We camped in a little grove of trees, only 15 miles into our day but tired from the climb. The next morning, we continued south towards Timberline Lodge. It was 30 miles away, and there were a few big climbs between us and the lodge, but we wanted to get close enough to make it but 7:30 the next morning for the $15 AYCE (all you can eat) breakfast buffet. We were going to destroy that buffet. The closer we got to Mount Hood, the more beautiful the trail became. We began to pass glacial streams white with silt and the ground became a spongy carpet of mosses I could identify by name. Rhytidiadelphus, Hylocomiun, Ptilium, Dicranum like little green friends.

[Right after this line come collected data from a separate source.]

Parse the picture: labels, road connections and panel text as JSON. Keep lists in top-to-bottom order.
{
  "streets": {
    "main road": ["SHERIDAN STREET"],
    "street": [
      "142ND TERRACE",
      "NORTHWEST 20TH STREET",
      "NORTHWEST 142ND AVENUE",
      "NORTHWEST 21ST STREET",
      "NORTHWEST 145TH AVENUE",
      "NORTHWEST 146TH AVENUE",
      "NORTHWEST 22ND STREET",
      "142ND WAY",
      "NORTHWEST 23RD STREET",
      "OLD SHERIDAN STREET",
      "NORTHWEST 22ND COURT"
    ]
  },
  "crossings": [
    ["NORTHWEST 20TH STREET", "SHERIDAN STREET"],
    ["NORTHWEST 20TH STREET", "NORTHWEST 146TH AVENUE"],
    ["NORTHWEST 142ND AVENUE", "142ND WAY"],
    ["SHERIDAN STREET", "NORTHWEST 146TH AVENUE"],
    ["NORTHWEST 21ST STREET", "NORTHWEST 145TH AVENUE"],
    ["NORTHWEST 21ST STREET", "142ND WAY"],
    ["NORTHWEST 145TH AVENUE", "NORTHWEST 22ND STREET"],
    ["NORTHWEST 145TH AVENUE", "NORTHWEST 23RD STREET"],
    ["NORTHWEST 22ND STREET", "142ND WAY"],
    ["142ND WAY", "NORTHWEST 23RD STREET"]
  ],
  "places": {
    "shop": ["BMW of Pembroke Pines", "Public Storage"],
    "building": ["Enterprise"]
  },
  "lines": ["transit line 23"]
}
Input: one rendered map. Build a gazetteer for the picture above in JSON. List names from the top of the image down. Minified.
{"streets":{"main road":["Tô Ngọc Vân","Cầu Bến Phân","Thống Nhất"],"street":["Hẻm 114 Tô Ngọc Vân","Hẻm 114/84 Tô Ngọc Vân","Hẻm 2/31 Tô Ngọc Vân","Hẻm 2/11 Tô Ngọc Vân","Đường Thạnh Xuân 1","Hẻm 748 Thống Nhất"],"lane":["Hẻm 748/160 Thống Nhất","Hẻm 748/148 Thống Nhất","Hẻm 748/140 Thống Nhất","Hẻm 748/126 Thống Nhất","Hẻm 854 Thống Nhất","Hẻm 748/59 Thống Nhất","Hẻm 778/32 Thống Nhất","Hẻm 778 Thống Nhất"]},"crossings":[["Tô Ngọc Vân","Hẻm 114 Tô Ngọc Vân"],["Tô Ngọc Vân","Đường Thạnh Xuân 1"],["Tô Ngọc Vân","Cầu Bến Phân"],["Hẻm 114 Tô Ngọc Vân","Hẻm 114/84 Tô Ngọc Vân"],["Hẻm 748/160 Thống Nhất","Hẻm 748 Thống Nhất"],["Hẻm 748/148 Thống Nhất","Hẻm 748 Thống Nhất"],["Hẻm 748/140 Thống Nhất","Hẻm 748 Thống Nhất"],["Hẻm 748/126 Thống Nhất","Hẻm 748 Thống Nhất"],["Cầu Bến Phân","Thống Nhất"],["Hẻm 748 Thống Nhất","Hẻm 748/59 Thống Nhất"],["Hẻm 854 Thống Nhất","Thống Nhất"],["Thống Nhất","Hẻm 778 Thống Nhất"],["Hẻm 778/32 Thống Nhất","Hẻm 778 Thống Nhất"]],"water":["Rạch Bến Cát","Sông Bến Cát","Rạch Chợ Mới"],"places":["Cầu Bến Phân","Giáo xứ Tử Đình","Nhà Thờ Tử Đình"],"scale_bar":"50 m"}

We sailed past the spectacular Ramona Falls, upward through rhododendron groves to sandy cliffs with views of the glaciated peak of Hood looming above. As the sun began to sink, casting a golden light on the trail, we reached a stretch of huckleberries so thick with ripe berries we could no longer just pick at them. It would be dark soon, but we didn't care. We threw down our packs and began at roam through the bushes, stuffing our faces with berries. In the dark, we camped by a cool trickle of water with a hidden campsite on a hill, setting our alarm for the morning. Tomorrow: 6 miles by 7:30 am.
Picking berries on the climb to Mt Hood |
Descent from Mt Hood |
Ten minutes at the road, and a car full of things pulled over to pick us up, driven by a friendly deadhead. All was going well until the car shut down. We coasted to the shoulder and he popped the hood. Liquids were full, and nothing was leaking. "Maybe it's the starter," suggested Craig. So the two of us began to push the car, and it roared to life! We leapt inside, once again on our way! One ride, ten more minutes of waiting, and we were back in Cascade Locks, completing our very very complicated week of playing leap frog.